Could everyone write one simple essay about something that once happened in Saltaire…that they saw or were a part of…and put it on one big website? Somebody should collect a lot of stories before we all forget. Otherwise it is like a line in “On The Beach” : The history of the war that now would never be written.” -(JO'H)

Tuesday, May 3, 2011

Saltaire through the Eyes of Andy Logan

"Hit her" said Ed Koch to his chauffeur as a little lady walked near his limo in the parking lot of City Hall.
The "her" of course, was Saltaire's ANDY LOGAN, a/k/a MRS LYON, mom of Jon and his siblings of Broadway and Harbor Prom.
Andy Logan came to New York from Ohio or somewhere after Swarthmore, adopted the name of her hero, New Yorker writer E.B. White, and, in what had to be a dream job, got a job writing for that magazine for the rest of her life.

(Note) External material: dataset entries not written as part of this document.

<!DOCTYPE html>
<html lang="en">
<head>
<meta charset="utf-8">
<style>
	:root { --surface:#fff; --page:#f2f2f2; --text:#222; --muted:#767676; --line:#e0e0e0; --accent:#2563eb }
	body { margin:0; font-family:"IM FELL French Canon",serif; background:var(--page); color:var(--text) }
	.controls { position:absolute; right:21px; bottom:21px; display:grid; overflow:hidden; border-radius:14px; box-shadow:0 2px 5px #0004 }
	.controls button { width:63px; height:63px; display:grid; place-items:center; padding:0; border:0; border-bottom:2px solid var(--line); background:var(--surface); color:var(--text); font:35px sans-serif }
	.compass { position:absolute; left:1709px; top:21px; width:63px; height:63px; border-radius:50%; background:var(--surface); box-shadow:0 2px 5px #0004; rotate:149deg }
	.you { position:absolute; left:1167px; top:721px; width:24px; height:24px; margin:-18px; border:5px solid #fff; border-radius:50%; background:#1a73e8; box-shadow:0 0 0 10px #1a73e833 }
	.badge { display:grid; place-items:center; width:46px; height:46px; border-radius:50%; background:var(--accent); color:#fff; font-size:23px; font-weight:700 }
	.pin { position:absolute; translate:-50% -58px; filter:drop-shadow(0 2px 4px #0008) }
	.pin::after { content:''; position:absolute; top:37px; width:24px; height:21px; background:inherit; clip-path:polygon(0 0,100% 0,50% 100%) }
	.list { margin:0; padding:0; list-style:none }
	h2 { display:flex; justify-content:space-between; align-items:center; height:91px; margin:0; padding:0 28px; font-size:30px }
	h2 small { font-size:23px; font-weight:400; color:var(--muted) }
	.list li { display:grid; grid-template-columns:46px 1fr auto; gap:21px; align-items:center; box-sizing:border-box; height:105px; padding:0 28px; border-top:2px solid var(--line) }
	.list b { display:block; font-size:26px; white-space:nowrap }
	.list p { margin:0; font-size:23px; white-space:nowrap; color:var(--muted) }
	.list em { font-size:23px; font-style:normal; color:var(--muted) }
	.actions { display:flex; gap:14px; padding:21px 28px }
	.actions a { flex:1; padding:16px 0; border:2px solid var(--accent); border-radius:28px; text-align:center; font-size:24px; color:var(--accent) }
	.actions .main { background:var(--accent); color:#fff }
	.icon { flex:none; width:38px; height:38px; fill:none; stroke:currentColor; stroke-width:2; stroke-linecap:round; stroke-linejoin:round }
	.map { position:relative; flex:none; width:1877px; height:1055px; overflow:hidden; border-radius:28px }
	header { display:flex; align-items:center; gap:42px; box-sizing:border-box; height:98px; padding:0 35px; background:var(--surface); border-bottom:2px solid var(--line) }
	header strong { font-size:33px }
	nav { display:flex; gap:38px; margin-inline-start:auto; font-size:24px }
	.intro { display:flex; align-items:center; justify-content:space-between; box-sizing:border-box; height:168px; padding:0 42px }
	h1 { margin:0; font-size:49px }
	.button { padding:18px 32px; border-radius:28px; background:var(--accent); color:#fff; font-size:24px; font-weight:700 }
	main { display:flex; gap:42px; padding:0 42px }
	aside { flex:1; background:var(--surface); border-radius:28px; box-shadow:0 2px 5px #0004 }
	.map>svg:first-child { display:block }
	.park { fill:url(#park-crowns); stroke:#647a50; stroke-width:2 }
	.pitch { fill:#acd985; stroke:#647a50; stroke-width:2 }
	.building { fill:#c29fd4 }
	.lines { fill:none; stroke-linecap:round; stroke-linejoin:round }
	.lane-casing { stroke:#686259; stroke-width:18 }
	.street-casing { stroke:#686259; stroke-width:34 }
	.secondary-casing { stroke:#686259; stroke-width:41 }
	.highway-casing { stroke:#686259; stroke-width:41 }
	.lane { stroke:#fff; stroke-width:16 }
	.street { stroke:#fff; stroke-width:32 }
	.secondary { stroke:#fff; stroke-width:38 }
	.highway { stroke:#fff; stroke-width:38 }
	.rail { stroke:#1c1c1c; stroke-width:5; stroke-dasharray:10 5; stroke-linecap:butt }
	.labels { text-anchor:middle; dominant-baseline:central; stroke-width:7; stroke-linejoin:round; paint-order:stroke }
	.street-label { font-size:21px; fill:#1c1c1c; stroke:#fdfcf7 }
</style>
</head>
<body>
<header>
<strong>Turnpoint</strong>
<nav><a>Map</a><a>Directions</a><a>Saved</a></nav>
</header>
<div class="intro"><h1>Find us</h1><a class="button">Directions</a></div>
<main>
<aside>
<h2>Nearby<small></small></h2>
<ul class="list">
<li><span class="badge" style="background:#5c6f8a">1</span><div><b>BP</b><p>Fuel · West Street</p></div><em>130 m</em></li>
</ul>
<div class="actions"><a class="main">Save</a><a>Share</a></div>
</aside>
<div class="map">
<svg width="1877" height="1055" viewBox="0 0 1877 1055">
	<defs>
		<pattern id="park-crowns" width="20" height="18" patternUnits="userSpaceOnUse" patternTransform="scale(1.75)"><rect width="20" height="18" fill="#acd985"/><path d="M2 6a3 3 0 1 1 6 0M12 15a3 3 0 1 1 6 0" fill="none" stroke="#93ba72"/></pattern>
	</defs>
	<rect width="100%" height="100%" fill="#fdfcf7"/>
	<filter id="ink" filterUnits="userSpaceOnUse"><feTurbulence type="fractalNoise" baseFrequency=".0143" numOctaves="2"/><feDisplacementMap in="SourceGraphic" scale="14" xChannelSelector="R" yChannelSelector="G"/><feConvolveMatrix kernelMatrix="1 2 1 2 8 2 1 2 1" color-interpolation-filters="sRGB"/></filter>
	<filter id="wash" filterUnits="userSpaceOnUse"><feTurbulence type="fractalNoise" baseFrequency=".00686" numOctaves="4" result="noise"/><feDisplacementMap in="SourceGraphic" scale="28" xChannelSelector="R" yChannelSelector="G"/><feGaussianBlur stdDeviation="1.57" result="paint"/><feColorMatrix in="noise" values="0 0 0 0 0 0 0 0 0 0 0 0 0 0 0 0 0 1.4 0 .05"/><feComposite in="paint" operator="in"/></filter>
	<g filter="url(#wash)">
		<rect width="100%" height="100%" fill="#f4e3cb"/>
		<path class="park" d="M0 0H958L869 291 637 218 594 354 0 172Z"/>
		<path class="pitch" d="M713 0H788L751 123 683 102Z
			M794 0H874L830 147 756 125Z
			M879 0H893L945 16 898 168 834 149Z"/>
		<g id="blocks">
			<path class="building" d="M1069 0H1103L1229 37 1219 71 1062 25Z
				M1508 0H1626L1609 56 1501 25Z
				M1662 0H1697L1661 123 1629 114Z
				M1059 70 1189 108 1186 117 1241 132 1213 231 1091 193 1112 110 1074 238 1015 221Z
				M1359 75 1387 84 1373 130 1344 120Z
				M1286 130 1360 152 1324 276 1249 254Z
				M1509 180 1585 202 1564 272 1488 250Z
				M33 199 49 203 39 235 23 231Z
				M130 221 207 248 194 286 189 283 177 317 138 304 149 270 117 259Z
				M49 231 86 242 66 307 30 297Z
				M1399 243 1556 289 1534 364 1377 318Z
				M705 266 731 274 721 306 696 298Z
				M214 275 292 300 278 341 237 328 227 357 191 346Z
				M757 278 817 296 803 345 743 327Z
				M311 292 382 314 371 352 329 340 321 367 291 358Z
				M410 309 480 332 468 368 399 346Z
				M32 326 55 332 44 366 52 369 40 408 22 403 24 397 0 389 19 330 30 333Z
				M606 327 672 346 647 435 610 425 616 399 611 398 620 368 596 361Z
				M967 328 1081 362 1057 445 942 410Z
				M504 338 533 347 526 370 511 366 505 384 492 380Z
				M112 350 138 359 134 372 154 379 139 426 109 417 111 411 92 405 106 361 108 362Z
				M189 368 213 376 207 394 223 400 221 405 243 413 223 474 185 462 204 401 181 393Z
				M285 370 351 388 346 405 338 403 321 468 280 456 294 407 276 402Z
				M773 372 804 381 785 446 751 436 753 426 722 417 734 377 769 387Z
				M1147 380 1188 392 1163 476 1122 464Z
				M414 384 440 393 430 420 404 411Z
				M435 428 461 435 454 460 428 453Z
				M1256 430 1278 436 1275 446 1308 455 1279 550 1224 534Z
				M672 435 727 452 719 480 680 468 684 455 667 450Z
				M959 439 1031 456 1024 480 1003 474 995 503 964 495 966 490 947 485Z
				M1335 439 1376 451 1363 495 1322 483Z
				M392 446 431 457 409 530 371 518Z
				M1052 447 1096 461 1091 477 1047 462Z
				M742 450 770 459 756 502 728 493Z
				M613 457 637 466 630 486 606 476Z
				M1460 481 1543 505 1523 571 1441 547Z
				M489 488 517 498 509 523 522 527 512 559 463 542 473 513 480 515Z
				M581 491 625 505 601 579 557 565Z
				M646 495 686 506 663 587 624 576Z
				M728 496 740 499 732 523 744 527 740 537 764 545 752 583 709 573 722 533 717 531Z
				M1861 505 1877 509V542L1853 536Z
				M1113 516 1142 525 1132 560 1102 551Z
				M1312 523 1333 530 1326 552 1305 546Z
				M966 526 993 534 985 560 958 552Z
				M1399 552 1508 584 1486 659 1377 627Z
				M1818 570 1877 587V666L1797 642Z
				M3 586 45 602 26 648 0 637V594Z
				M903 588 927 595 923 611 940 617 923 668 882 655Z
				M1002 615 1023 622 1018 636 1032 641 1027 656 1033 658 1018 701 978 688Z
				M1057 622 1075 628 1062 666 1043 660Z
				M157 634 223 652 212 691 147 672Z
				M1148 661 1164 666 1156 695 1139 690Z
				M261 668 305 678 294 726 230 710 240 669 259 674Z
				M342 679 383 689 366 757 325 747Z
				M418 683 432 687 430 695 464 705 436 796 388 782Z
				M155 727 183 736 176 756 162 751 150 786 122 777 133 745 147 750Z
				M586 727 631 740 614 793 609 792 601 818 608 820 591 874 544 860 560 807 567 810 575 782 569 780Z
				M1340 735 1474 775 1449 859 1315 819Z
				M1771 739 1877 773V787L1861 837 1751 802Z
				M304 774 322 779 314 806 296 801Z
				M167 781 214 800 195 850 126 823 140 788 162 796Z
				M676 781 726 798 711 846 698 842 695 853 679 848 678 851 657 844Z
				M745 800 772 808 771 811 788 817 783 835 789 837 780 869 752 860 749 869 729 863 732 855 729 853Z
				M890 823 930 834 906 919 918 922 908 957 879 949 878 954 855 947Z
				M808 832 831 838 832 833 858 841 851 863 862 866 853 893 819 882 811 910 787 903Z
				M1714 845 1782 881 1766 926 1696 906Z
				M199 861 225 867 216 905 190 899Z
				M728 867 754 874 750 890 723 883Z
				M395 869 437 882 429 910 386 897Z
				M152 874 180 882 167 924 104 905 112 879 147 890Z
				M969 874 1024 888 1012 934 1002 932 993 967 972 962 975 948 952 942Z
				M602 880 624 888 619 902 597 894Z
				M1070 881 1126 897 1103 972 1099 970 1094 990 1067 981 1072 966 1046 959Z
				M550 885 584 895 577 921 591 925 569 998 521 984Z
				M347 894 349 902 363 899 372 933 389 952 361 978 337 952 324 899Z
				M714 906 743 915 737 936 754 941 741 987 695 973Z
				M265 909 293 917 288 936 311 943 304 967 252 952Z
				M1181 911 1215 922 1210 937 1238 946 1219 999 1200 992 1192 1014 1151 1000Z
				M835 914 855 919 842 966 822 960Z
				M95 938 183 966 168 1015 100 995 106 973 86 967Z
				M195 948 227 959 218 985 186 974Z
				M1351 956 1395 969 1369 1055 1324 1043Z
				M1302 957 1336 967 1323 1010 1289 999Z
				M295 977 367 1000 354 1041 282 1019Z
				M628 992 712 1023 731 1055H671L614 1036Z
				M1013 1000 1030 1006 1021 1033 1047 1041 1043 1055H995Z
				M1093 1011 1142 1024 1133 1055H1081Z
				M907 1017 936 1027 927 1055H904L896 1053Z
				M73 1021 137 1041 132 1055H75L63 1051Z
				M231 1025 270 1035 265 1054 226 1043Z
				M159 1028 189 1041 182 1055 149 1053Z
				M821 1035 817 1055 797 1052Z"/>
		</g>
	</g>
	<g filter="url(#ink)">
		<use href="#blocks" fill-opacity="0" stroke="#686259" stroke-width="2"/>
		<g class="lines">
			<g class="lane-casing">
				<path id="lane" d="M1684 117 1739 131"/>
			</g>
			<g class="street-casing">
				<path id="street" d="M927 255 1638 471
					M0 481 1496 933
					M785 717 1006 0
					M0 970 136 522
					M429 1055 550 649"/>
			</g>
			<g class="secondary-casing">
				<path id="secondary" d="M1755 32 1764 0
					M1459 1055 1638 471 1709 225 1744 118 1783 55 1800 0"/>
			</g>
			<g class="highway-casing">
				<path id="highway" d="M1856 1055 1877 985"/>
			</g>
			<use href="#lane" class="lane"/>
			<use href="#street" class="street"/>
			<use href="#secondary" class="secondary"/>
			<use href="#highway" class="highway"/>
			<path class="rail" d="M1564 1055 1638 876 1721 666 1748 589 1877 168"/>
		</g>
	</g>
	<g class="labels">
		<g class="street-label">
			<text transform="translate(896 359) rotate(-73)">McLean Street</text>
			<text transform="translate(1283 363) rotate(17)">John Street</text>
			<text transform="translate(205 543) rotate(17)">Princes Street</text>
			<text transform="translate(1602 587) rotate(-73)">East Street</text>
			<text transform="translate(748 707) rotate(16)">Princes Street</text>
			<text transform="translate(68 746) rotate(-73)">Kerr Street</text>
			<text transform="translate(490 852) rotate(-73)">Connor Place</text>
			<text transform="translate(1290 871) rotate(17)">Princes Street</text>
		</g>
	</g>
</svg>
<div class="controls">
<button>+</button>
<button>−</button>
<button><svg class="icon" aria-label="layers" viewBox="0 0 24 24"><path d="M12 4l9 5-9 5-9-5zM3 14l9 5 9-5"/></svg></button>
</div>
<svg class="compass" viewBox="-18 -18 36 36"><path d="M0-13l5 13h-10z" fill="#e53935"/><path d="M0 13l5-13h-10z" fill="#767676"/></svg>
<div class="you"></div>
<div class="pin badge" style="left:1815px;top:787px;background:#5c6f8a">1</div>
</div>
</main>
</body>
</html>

Koch's dream of running her down was never realized, but that remark shows the kind of great journalist Andy Logan was. Her papers are archived in the New York Public Library "Andy Logan" collection.

Andy sometimes wrote the Saltaire column for the Fire Island News. Below is a piece she wrote for the Fire Island Guide in 1966. More on Andy's Curriculum Vitae follows the article.
Article and pictures copyright Trigar Publications, 1966:

More on Andy Logan. From the NYPL site:

Isabel Ann "Andy" Logan was a journalist who wrote for the New Yorker magazine from 1942 through the 1990s. Born in Cleveland in 1920, she was raised in Lakewood, Ohio and Chandler, North Carolina and attended Swarthmore College (B.A. 1942).

Immediately after graduation Logan was hired by the New Yorker magazine as a "Talk of the Town" reporter. Her early, unsigned pieces for that column chronicled daily life in wartime New York City. In later years, Logan wrote articles about the Nuremberg war crime trials, essays on New York City history and politics, biographical profiles and an annual review of Christmas toys. In 1943, Logan married Charles S. Lyon, a lawyer who served as deputy chief prosecutor at the Nuremberg war crime trials. Lyon was later a United States assistant attorney general and a professor at the New York University School of Law. The couple had seven children.

Andy Logan authored two books, The Man Who Robbed the Robber Barons (1965) and Against the Evidence; the Becker-Rosenthal Affair (1970) both concerned with criminal scandals in Guilded Age New York City. In 1969, The New Yorker inaugurated Logan's "Around City Hall" column which focused on local politics and the mayoralty. In her meticulously researched essays for the column, Logan documented five successive mayoral administrations. At the end of her career Logan was recognized by The New York Times as "the dean of the City Hall Press corps." Andy Logan died in New York City on November 21, 2000.

1 comment:

Mary said...

Love this write-up, Jim. And, of course, the pics. How many "kids" can we pick out of this photo? Patsy, Terry Keegan, Barbara Keegan. Is that Sally Standard standing next to the bike? Why do I think it looks like her? Who else is in this pic? And, what are they all looking at?